**EXERCISE**: What you return must be the lines of the data that hold the word "align".

★ ★ ★ ★ ★ ★ ★

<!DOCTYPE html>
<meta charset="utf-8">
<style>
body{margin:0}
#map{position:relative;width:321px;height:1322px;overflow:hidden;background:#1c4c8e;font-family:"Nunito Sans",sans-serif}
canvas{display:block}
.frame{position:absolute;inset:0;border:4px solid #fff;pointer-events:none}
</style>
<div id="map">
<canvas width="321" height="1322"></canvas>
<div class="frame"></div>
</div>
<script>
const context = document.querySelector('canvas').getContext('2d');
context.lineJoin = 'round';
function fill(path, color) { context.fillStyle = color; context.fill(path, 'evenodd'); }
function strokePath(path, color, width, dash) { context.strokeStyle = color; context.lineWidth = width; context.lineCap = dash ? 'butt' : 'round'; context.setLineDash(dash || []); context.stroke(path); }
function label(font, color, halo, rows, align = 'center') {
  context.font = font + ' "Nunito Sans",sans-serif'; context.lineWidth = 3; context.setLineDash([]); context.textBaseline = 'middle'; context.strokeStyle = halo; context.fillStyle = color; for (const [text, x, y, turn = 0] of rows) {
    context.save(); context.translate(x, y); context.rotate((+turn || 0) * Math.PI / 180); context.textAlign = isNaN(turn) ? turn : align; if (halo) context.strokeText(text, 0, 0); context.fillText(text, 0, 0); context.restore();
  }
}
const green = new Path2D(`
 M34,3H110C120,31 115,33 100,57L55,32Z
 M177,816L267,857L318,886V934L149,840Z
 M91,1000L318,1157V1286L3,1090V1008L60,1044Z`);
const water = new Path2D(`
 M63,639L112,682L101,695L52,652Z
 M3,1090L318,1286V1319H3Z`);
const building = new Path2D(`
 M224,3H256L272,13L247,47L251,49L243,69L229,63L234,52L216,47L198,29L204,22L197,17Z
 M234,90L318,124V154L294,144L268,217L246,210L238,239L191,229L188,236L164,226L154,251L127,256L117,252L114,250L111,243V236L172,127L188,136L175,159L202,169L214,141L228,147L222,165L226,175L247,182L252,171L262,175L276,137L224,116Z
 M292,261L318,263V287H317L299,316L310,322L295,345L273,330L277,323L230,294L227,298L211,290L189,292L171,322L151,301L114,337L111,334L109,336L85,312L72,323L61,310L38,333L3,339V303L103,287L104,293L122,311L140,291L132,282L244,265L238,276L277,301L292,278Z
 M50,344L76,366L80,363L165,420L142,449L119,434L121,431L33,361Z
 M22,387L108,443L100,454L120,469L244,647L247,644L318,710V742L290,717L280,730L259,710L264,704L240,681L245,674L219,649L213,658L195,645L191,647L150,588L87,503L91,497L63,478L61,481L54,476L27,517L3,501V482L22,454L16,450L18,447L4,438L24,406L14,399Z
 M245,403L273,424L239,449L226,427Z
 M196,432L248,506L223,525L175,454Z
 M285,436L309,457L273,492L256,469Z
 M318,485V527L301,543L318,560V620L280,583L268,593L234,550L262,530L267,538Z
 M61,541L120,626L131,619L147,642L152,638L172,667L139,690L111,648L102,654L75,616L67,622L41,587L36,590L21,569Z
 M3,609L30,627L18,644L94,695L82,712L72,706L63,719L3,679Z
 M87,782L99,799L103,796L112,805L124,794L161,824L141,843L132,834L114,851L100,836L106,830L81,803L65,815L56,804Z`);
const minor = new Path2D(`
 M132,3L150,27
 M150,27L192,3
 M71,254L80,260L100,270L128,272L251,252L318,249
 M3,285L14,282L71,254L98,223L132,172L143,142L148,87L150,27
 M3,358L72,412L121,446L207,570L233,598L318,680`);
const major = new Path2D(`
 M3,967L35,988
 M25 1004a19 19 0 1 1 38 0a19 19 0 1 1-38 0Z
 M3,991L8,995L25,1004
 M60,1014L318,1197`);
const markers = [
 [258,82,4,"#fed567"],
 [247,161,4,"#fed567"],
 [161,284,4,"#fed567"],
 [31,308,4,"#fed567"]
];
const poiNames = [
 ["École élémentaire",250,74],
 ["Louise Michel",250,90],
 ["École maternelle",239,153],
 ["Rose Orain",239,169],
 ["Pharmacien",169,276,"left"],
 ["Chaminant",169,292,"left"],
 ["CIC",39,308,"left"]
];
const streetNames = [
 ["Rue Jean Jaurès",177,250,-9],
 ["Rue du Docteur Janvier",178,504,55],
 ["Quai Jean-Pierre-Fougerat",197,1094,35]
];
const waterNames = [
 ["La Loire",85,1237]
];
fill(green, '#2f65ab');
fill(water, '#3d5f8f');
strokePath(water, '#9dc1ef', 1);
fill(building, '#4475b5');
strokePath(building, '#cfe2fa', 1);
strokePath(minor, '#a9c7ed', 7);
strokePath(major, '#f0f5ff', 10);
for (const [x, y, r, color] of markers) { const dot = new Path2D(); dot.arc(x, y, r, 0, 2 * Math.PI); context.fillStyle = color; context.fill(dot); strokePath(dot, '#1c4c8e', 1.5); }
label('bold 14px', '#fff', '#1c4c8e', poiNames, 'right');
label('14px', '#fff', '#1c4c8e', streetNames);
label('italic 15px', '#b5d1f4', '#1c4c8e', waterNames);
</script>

★ ★ ★ ★ ★ ★ ★

**WRITTEN ANSWER**:
function label(font, color, halo, rows, align = 'center') {
    context.save(); context.translate(x, y); context.rotate((+turn || 0) * Math.PI / 180); context.textAlign = isNaN(turn) ? turn : align; if (halo) context.strokeText(text, 0, 0); context.fillText(text, 0, 0); context.restore();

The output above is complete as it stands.